If I want these building blocks available to this template, no matter who I send it to then I will put it locally in the template. And that's my choice. One more option here. If I'm inserting this information in the middle of a paragraph and I'd like it to have the rest of the text continue, then I would want to insert it inline. Insert content only. If on the other hand, it will always be its own paragraph, I just go ahead and fix that here so I don't have to press Enter before and after when I insert it. And finally, if it was a cover page I was creating, I would choose Insert content in its own page.
The correct answer here for me for this content is it's always going to be in its own paragraph. Let's make sure that I have done everything that I need to do here. It's going in the Quick Parts Gallery. It's going in the Category I created called Training Facility, saved in this local template in its own paragraph. I'm good, great! We are going to do this twice more. Notice here though, Training Facility category, my first quick part is already here. I am going to save this new selection to the Quick Part Gallery.

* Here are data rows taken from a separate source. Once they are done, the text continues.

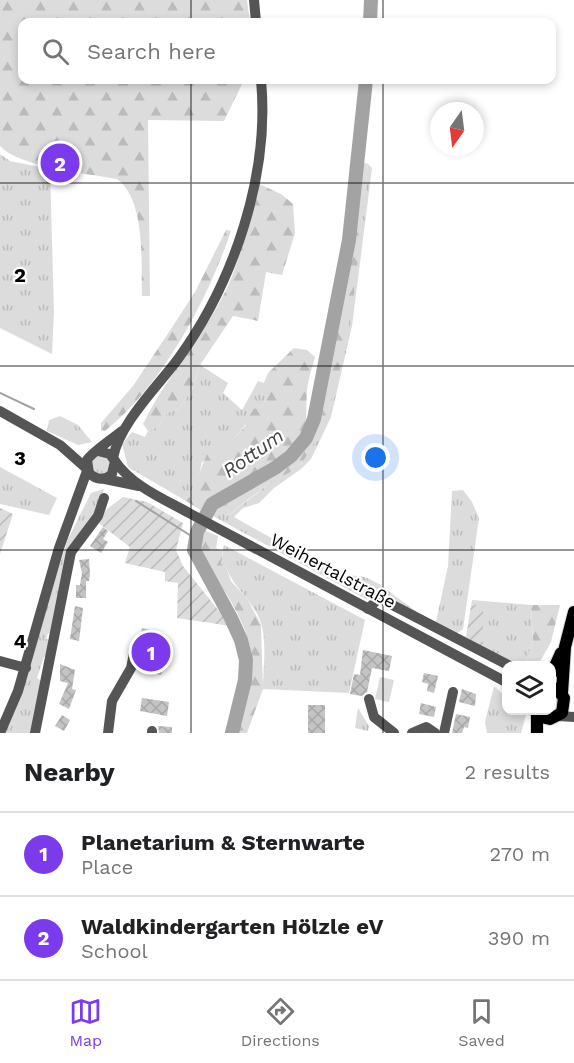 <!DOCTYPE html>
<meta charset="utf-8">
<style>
body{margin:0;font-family:"Work Sans",sans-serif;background:#f2f2f2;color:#202124}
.controls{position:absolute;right:18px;bottom:18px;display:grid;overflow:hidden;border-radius:12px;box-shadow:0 3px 9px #0003}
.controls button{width:54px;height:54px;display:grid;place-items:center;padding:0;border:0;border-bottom:2px solid #e0e0e0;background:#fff;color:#202124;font:30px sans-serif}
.compass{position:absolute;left:430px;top:102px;width:54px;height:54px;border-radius:50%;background:#fff;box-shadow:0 3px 9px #0003;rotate:194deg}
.you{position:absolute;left:376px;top:458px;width:21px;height:21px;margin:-15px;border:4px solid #fff;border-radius:50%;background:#1a73e8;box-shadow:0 0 0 9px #1a73e833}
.badge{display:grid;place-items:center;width:39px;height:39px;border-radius:50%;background:#7c3aed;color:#fff;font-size:20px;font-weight:700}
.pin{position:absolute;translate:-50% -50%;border:3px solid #fff;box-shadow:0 2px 6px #0006}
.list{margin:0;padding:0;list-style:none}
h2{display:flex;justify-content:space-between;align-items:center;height:78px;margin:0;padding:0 24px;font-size:26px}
h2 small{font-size:20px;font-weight:400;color:#757577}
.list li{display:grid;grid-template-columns:39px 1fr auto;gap:18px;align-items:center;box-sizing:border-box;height:84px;padding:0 24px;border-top:2px solid #e0e0e0}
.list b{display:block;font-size:22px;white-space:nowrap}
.list p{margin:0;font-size:20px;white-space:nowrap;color:#757577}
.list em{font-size:20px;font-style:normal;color:#757577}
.icon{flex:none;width:33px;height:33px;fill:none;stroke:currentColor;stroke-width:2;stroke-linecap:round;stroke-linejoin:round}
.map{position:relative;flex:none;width:574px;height:733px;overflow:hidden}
.search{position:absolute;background:#fff;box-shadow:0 3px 9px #0003;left:18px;right:18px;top:18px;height:66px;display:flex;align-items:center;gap:15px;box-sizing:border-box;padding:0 21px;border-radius:12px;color:#757577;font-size:22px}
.sheet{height:246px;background:#fff}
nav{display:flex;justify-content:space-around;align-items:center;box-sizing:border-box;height:84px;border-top:2px solid #e0e0e0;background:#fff;font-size:16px;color:#757577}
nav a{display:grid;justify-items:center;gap:3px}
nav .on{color:#7c3aed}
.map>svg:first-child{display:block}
.grass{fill:url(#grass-tufts)}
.forest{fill:url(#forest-firs)}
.garden{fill:url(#garden-furrows)}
.pitch{fill:#dcdcdc}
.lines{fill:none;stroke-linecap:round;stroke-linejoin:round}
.stream{stroke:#a3a3a3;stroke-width:2}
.river{stroke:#a3a3a3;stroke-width:14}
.building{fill:url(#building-cross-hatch)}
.major-casing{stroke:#dbdbdb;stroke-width:14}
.minor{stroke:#555;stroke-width:10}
.major{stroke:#000;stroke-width:12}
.grid{fill:none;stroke:#000;stroke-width:1.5;stroke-opacity:0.55}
.labels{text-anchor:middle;stroke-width:4.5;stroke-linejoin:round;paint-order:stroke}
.street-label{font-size:18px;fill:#000;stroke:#fff}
.water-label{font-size:20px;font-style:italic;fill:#444;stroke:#fff}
.grid-label{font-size:20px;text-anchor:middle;font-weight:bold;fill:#000;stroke:#fff;stroke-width:4.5;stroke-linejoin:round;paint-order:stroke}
</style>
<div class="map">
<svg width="574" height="733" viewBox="0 0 574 733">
<defs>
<pattern id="grass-tufts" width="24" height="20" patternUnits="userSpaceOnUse" patternTransform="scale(1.5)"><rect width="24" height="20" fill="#dcdcdc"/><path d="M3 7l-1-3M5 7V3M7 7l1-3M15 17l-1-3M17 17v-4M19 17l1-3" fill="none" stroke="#bbb"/></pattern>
<pattern id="forest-firs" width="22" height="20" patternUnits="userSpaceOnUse" patternTransform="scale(1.5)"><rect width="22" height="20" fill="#dcdcdc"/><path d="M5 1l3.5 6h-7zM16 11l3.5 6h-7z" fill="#bbb"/></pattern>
<pattern id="garden-furrows" width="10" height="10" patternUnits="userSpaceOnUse" patternTransform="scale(1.5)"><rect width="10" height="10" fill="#dcdcdc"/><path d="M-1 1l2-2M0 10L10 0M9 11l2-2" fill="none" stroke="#bbb"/></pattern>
<pattern id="building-cross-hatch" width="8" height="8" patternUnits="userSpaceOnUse" patternTransform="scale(1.5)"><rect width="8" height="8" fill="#c4c4c4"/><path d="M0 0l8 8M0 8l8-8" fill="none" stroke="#a7a7a7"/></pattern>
</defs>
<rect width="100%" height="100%" fill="#fff"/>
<g class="grass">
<path d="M0,154L10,161L50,169L54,312L52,354L0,328Z"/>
<path d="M368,164L372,168L352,326L331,417L311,459L301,469L274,488L259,503L243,508L234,517L333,573L365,577L379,584L417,612L436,622L448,566L452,491L463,490L472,502L479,518L463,629L456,634L374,592L367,600L364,598L211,515L218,509L229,515L270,483L301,464L330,405L354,284Z"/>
<path d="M200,365L228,383L223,393L242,410L258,381L264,383L260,394L268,396L261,408L246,416V424L224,451L202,462L197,483L186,501L128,467L122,444L132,432L145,437L148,431L158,427L167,413L179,408L192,390Z"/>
<path d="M60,416L78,425L92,442L78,445L47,431L49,420Z"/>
<path d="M95,456H107L112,468L102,476L93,472L91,462Z"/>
<path d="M0,467L57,498L49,515L0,504Z"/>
<path d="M104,489L98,512L75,542L53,634L48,633L46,639L51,640L48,657H44L37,678L43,682L32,733H4L68,539L91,493Z"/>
<path d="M224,545L365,620L349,693L263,689C263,668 268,637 259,618C251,599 233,587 226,567L221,564Z"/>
<path d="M472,600L531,605L533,639L526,665H513L483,648L478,604L471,606Z"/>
<path d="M494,686L506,697V710L521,711L526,715L521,733H487L485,722Z"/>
<path d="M358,708L369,726L368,731L355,728Z"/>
</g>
<g class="forest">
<path d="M0,0H247L250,22H22V80H244L224,121L148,120L150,296H142C141,263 146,200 117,179C86,173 21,168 0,146Z"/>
<path d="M362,162L368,164C359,243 350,398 303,461C295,472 279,477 269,484C255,494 242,504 229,515L218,510L211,515L208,514L217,506L297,456L313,430L326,384L357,208Z"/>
<path d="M259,184L281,194L293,204L295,233L282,275L266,272L258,321L233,316L200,365L192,390L179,408L167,413L158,427L148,431L143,424C167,375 205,335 228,286C242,254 249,218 259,184Z"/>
<path d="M226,230L231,231C208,299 162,386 105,431L101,430V423L133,386L173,326L195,292Z"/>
<path d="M294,348L307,350L315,357C313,366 309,375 308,384C305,399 308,417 304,431C291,474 225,476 202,511L186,501C199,481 200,465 212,445L220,446L224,450L246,425V416L251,409L261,408L268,396L259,394L268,373Z"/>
<path d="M203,530L218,536L216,548L223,551L221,564L226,567L231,581L248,600L261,625L263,689L247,733H235C241,709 250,685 251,660C253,627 216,579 199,551Z"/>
<path d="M531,605H560L551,642L538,665H526L533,639Z"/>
</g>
<g class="garden">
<path d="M123,497L147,502L183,523L176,550L183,566L231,626L177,618L178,583L165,581V572L125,563L130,547L97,522L107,509Z"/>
<path d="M0,508L13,514L0,554Z"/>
<path d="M478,604L483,608V648L466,637L471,606Z"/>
</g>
<path class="pitch" d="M380,677L394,680L389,702L375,699Z"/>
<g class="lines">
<g class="stream">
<path d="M0,393L34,409"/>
<path d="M136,501L196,539"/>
</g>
<g class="river">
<path d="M370,22L371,0"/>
<path d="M232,733L245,680L246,660L241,640L231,618L194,550L197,532L212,504L275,468L291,456L306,438L314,419L349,240L366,80"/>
</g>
</g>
<g class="building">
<path d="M103,527L108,531L103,539L108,542L101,553L90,546Z"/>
<path d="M89,559L90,575L89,581H86V598H76V585H80L82,573L79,560Z"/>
<path d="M75,606L83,608L79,641L70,639Z"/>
<path d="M142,628L162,633L160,642L154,645L161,656L165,654L169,661L164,666L161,675L150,672L145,665L146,649L143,644L144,635L141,634Z"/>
<path d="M363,650L392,656L389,671L372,668L367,692L362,696L350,694L354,674L360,675Z"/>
<path d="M60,664L75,670L72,689L76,690L69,709L59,704L68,683L60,681Z"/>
<path d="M424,673L438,676L434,693L427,691L428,684L422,682Z"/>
<path d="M462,689L476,694L475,706L459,702Z"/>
<path d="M142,698L169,702L167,716L140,711Z"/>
<path d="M421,703L436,707L434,717L419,714Z"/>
<rect x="308" y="705" width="17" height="28"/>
<path d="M456,714L470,717L468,728L464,727L462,733H452Z"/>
<path d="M62,715L70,720L64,731L55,726Z"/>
<path d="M158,726L172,727V733H159Z"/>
</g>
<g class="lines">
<defs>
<g id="major">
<path d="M552,673L561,653"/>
<path d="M562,693L565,647L574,612"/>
<path d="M534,710L541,717L550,719L562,713L564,698L558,690L552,687"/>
<path d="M537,714V733"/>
</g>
</defs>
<use href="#major" class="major-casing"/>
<g class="minor">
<path d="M254,0L256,22"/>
<path d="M0,411L60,445L86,468"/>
<path d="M98,451L110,454L115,461L112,474C105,481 96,480 89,473L87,460C91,453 113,438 122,431"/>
<path d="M113,458C119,424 158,386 178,359C234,282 270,175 261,80"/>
<path d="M115,461C132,486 164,499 189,513L506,682"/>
<path d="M105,479L139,486"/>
<path d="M368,609L379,598L510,666"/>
<path d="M0,661L26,668"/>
<path d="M369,699L374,717L394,733"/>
<path d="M558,716L574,717"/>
<path d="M0,733L18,691L59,548L87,471"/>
<path d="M35,733L71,552L98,516L104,498"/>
<path d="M108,733L112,701L131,668L136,644"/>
<path d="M152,733V731"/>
<path d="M412,733L426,727L435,733"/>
<path d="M444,733L453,692"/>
</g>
<use href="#major" class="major"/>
</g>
<path class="grid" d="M191,0V22M383,0V22M191,80V733M383,80V733M0,183H574M0,366H574M0,550H574"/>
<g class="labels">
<g class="street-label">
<text transform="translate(333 571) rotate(28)" y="6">Weihertalstraße</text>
</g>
<g class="water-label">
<text transform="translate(253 453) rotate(-35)" y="7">Rottum</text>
</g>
</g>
<g class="grid-label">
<text x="20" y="282">2</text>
<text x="20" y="465">3</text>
<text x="20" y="648">4</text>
</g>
</svg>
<div class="controls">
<button><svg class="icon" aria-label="layers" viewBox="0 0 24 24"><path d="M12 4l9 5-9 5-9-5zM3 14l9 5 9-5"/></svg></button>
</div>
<svg class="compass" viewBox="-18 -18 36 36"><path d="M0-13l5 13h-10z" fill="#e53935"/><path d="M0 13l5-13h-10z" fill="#757577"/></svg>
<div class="you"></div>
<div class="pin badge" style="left:151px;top:652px">1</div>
<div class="pin badge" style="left:60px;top:163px">2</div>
<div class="search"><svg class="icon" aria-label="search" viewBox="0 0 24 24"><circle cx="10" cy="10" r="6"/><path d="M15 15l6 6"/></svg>Search here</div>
</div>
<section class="sheet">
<h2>Nearby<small>2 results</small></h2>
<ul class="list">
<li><span class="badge">1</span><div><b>Planetarium &amp; Sternwarte</b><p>Place</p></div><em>270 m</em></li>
<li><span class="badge">2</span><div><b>Waldkindergarten Hölzle eV</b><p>School</p></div><em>390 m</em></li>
</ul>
</section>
<nav>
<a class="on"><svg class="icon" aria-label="map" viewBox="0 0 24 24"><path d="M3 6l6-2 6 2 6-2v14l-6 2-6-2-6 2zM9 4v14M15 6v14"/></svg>Map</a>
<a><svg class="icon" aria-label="directions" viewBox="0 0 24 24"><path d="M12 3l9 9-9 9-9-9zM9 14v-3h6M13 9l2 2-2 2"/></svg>Directions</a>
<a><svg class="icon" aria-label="saved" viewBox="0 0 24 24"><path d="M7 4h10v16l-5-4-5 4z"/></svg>Saved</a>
</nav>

Notice that it picks up the first couple of words, which are almost always wrong. This one is going to be a 3rd Party Facility. It will always come back and default to the General category. You're going to have to choose the category that you created, make sure the template is correct, and again all of these should behave the same way in their own paragraph. So, there is my second quick part. I'm now going to go grab my third. When I open the Quick Parts Gallery, notice that these two are here already and they are in alphabetical order.
This one starts with a number, so it's first, this one starts with the letter C, so it's second. I am going to go ahead and save this selection and this third is that they will be held in the Triad Office. I'm going to put it in the Training Facility category in LAChoose in its own paragraph. So, again all of them behave the same way, saved in this template, and I am going to say OK. If I go look at my Quick Parts list now, you'll notice that I have under Training Facility these three quick parts that I created all by themselves.
If there were other quick parts, I would find them by scrolling up or down. This is all that there are. Before you see this file again in the next movie, I'm going to go in and create three more quick parts and I am going to put them in the category call Materials. If you'd like to go ahead and play with this file and do that yourself, go ahead. And then finally what I'm going to do is I'm going to delete the boilerplate text in the document here, leaving simply a place to drop this data that I can see for right now. I won't even want that in the future. And I'm going to go ahead and Save my template once again. In saving it it's going to save my quick parts as well.
I'll see you in the next movie when we will see how to hook these up with a content control in the Developer tab.